Sunday, October 12, 2008

Murtha and earmarks: Like Peas & Carrots!



Murtha and the rest of the corrupt congress continue to refuse to follow their own rules:

And Congress broke its pledge — and President Bush's challenge — to cut earmarks in half. Lawmakers cut the dollar amount of defense earmarks by about a fourth and the number by 19 percent.

The hidden earmarks range from $8 million for lighting sold by a financially troubled company in North Carolina to $588 million for a submarine the administration doesn't want.

After months of investigating the $459 billion 2008 defense bill, The Times found:

• The hidden $3.5 billion included 155 earmarks, among them the most costly in the bill. Congress disclosed 2,043 earmarks worth $5 billion.

• The House broke the new rules at least 110 times by failing to disclose who was getting earmarks, making it difficult for the public to judge whether the money is being spent wisely.
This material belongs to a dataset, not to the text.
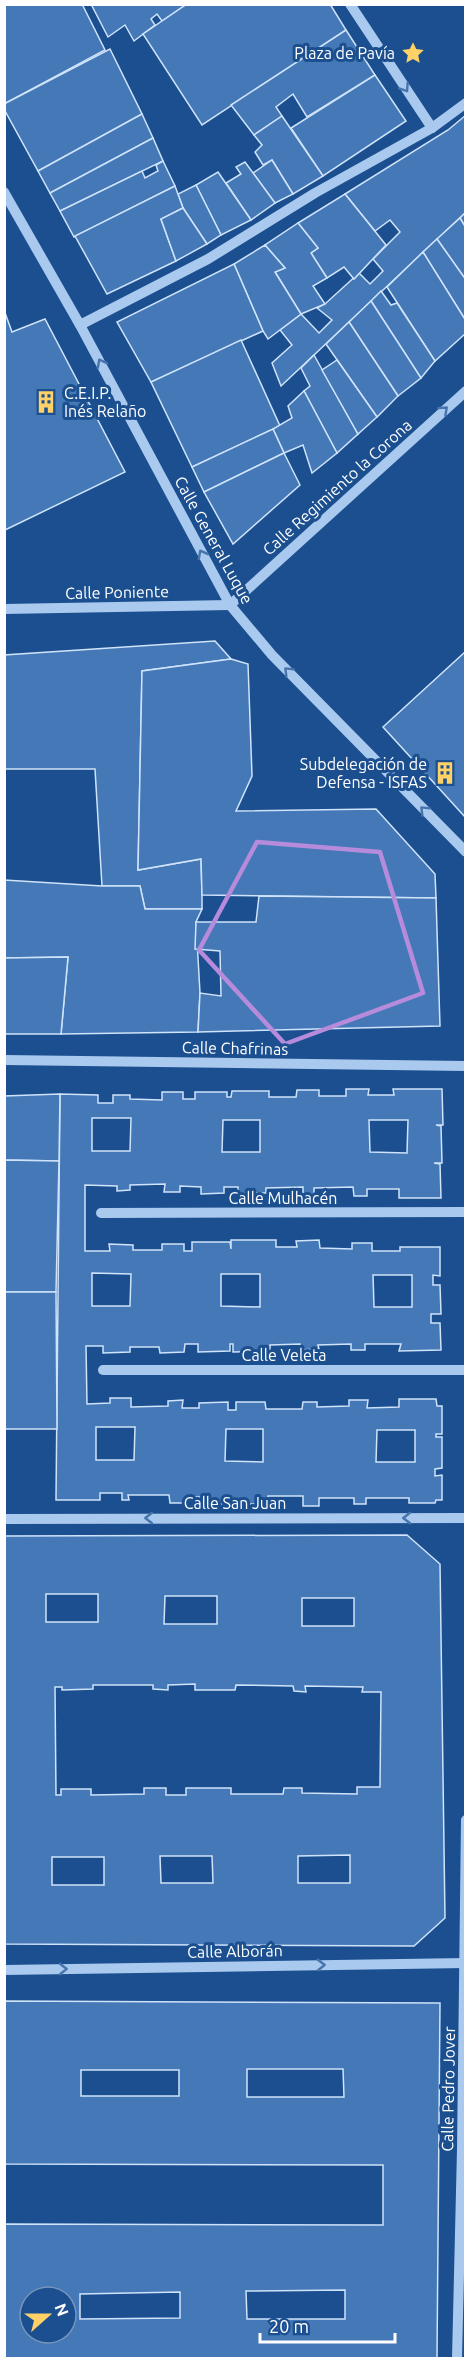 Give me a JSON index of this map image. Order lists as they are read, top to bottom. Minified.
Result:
{"streets":{"street":["Calle Regimiento la Corona","Calle General Luque","Calle Poniente","Calle Chafrinas","Calle Mulhacén","Calle Veleta","Calle San Juan","Calle Alborán","Calle Pedro Jover"]},"crossings":[["Calle Regimiento la Corona","Calle General Luque"],["Calle Regimiento la Corona","Calle Poniente"],["Calle General Luque","Calle Poniente"],["Calle Alborán","Calle Pedro Jover"]],"one_way":["Calle Regimiento la Corona","Calle General Luque","Calle San Juan","Calle Alborán"],"places":{"place":["Plaza de Pavía"],"building":["C.E.I.P. Inés Relaño","Subdelegación de Defensa - ISFAS"]},"scale_bar":"20 m","north":"right"}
• In at least 175 cases, senators did not list themselves in Senate records as earmark sponsors, appearing more fiscally responsible. But they told a different story to constituents back home in news releases, claiming credit for the earmarks and any new jobs.

Lawmakers do not face penalties for failing to follow these ethics rules.

"The whole ethics bill was a sham," said Sen. Jim DeMint, a Republican from South Carolina, after being told of The Times' findings.

This continuing scandal shows the grubby little fingerprints of the Pork King, himself:

One congressman's fingerprints, however, weren't so easy to conceal. Latrobe sits in the congressional district of Rep. John Murtha, a Democrat who chairs the subcommittee that drafts the defense bill and wields the most power over defense earmarks.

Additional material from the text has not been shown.